┌────────

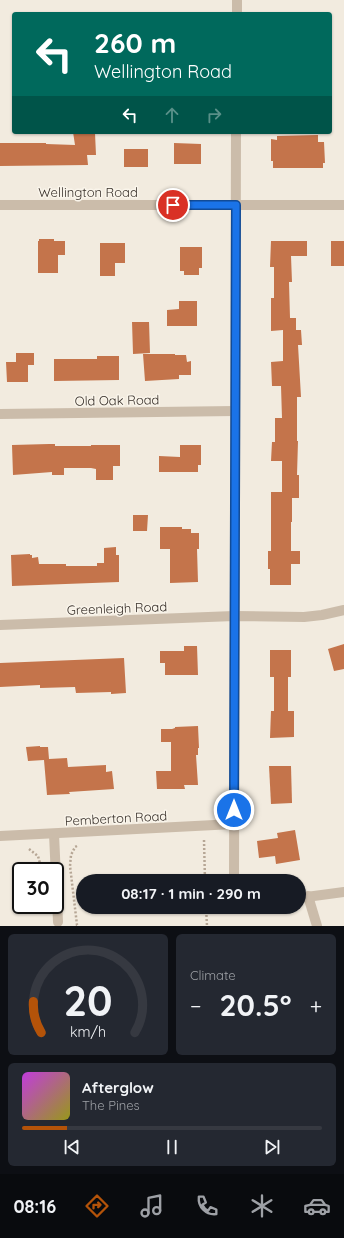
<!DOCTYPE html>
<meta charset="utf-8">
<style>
:root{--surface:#171b24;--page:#242831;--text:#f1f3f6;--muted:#9ea1a6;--line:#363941;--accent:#b45309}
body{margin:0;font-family:Quicksand,sans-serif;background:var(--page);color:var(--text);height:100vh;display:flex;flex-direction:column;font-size:15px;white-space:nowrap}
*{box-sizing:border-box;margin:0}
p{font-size:13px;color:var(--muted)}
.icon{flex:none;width:22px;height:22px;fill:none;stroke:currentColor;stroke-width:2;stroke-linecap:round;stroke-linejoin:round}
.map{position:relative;height:926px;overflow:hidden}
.sheet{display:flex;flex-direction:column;gap:8px;padding:8px;background:#0d0f14;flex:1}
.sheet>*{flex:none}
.guide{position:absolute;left:12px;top:12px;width:320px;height:122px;border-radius:4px;box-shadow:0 1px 3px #0004;background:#00695c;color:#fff;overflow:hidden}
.speed{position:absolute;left:12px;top:862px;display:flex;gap:8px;font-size:20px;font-weight:700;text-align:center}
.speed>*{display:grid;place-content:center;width:52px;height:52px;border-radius:50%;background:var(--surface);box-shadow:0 1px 3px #0004;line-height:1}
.speed .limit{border:2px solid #111;border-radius:6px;background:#fff;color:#111}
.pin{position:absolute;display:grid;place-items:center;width:34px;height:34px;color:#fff;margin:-17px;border:2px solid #fff;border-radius:50%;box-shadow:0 1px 4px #0007}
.me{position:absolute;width:44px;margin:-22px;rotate:0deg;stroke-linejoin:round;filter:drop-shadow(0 0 3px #0008)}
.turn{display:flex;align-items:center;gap:14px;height:84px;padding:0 16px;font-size:18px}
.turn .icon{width:52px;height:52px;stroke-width:2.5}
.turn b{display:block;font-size:28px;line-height:34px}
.lanes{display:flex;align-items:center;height:38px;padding:0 16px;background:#0003;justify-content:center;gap:20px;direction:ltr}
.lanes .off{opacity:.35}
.big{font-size:30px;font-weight:800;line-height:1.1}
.sheet .card{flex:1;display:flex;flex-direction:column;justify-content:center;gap:6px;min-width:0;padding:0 14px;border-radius:6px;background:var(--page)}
.sheet .dial{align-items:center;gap:0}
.dial svg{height:104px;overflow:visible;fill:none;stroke:var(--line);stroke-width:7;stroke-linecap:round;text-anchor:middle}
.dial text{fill:var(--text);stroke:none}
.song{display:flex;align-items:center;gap:12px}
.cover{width:48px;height:48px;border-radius:6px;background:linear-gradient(135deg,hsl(290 70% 55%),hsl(60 70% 35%))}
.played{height:4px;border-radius:2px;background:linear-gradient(90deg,var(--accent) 15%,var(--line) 15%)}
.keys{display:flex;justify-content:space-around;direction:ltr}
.heat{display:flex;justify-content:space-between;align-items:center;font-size:22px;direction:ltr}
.sheet .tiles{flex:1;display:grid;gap:8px;grid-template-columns:1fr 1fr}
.card:last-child{grid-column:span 2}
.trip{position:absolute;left:76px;top:874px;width:230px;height:40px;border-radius:20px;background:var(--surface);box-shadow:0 1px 3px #0004;font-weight:800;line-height:40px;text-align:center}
.dock{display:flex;height:64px;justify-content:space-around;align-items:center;background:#090b0e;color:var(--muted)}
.dock .icon{width:28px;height:28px}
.dock .on{color:var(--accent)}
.dock b{font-size:18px;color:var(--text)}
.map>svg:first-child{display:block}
.building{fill:#c4744b}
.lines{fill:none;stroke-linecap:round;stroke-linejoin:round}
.path{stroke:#b6a695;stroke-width:2.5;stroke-dasharray:2 2;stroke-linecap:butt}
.minor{stroke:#cbbcaa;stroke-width:10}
.route-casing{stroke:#114b97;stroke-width:10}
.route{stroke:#1a73e8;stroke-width:7}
.labels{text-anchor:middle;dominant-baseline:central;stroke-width:3;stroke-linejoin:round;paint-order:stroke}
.street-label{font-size:13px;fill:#38302a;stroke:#faf5eb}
</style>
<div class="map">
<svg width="344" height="926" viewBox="0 0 344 926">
<rect width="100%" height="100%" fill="#f2ebdf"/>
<!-- building -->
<g class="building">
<polygon points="73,132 95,133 96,155 87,155 88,165 0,166 0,143 46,143 46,144 75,145"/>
<polygon points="318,135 318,142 324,142 325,163 323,163 323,168 273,168 273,161 271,161 271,139 277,140 277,136"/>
<polygon points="174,143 201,144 201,164 174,164"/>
<rect x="124" y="149" width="24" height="18"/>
<polygon points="39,239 54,239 54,241 65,241 65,255 58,255 58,273 38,273 38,241 39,241"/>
<polygon points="271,241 307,241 307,256 291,256 292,282 289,282 290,318 296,318 296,330 301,330 302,345 298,345 301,397 297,397 297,441 298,441 297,475 299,475 299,498 292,498 292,522 291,522 291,551 300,551 300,564 291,564 291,585 270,585 270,569 268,569 268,551 271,551 271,492 282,492 282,461 271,461 272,442 275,442 275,418 282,418 281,386 272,386 271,362 283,361 283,330 271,331 271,298 274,298 274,267 270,267"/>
<rect x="331" y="241" width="13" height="25"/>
<polygon points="100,243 125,243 125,263 115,263 115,276 100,276"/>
<polygon points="180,247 202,247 202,268 199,268 199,275 184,275 184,271 180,271"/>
<polygon points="179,301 197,301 197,326 167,326 167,310 179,309"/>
<polygon points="132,322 149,322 150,353 133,354"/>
<polygon points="16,353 34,353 34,365 28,365 28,382 7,382 6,362 16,362"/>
<polygon points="143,354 175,354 175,355 186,355 187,362 191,361 191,375 179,375 179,379 145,381"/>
<polygon points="97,356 119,356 119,380 54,381 54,359 97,359"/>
<polygon points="49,444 55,444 55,446 91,446 91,445 120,445 120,466 113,466 113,480 96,480 96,469 91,468 64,468 64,475 52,475 52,472 13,475 12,445"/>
<polygon points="180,445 201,445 201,465 198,465 198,472 159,472 159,456 180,457"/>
<polygon points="133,515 148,515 147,531 133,531"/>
<polygon points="160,527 182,527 182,529 191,529 191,533 199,533 199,549 197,549 198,582 170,583 170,549 160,549"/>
<polygon points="116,547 116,555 119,555 119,582 12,586 11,555 30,554 30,555 32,555 32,558 38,557 39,564 66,564 66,566 97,566 97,563 104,563 104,548"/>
<polygon points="344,644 344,669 334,671 328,649"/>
<polygon points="184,646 197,646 198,675 165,675 165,663 160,663 160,651 184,651"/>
<polygon points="270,650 291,650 291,677 288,677 288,711 294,711 294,737 270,738 271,711 274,711 274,677 270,677"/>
<polygon points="124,658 126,693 111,694 111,692 76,693 75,687 40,688 40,685 0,687 0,663"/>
<polygon points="198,726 199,748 198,748 198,755 196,755 198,785 184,785 185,789 157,789 156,771 171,771 171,742 161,742 161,729 172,729 175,728 175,727"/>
<polygon points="40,746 40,747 48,747 49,759 67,758 68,767 106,765 106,772 112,771 114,789 69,792 70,794 47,795 44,760 28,761 26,747"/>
<polygon points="269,766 291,766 292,803 271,804"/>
<polygon points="295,830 300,860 276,864 275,856 259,858 257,841 278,838 277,833"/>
</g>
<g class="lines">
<!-- path -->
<g class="path">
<polyline points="204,840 205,881"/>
<polyline points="77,846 75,847 71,855 70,866 77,925 78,926"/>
<polyline points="29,849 38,856 42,871"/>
<polyline points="206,907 207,926"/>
</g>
<!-- minor -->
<g class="minor">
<polyline points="237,14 237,0"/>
<polyline points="0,205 344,205"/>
<polyline points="0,414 235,411"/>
<polyline points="0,625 234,616 304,617 322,615 344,610"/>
<polyline points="54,834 58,922"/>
<polyline points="0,836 234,824"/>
<polyline points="234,881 236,132"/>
<polyline points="308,896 317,926"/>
<polyline points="299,898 344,892"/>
</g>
</g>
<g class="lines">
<!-- route casing -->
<g class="route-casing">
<polyline id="route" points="173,205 236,205 234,810"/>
</g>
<!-- route -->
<use href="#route" class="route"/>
</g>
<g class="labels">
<!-- street labels -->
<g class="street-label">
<text x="88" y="192">Wellington Road</text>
<text transform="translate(117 400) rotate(-1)">Old Oak Road</text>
<text transform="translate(117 608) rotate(-2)">Greenleigh Road</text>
<text transform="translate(116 818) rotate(-3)">Pemberton Road</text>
</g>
</g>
</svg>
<div class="speed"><div class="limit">30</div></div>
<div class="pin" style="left:173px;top:205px;background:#d93025"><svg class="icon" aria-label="arrive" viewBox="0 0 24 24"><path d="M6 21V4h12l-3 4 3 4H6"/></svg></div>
<svg class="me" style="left:234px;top:810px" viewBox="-20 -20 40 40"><circle r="17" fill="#1a73e8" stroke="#fff" stroke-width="3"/><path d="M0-11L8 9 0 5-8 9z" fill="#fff"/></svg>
<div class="trip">08:17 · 1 min · 290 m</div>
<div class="guide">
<div class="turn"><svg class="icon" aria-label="left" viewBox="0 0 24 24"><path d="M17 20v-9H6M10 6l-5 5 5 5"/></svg><div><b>260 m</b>Wellington Road</div></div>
<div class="lanes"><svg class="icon" aria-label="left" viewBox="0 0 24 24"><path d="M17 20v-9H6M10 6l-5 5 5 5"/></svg><svg class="icon off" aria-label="ahead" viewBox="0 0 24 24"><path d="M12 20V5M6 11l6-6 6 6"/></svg><svg class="icon off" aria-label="right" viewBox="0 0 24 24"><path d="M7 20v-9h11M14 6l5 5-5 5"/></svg></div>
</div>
</div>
<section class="sheet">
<div class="tiles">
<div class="card dial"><svg viewBox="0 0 100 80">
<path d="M14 69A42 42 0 1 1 86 69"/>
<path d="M14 69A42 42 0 0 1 8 45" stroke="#b45309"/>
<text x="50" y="56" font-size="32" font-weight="700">20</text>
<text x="50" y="72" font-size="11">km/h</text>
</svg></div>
<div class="card"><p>Climate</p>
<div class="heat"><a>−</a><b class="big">20.5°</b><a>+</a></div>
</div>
<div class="card">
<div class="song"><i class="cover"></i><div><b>Afterglow</b><p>The Pines</p></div></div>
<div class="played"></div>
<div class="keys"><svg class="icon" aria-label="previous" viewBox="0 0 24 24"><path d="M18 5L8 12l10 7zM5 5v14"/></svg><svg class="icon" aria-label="pause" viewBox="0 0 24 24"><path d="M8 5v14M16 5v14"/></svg><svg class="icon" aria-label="next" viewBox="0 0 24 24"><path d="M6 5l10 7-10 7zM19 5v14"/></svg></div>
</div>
</div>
</section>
<nav class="dock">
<b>08:16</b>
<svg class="icon on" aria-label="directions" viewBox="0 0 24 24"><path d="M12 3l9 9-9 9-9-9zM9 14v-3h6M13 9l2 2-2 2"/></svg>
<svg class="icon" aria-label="music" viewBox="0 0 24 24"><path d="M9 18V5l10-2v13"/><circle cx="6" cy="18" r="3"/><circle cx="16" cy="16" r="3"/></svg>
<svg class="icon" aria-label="phone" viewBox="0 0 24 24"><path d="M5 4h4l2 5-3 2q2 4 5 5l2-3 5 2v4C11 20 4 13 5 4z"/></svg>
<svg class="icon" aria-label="climate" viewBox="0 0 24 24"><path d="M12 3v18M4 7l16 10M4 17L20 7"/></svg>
<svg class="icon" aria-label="car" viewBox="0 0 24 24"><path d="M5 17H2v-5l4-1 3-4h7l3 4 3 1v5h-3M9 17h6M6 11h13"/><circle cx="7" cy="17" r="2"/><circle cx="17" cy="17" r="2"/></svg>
</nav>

└────────

- [WORK TASK]:
Copy every line of the entries in which "cover" can be found.

- [RESPONSE AREA]:
.cover{width:48px;height:48px;border-radius:6px;background:linear-gradient(135deg,hsl(290 70% 55%),hsl(60 70% 35%))}
<div class="song"><i class="cover"></i><div><b>Afterglow</b><p>The Pines</p></div></div>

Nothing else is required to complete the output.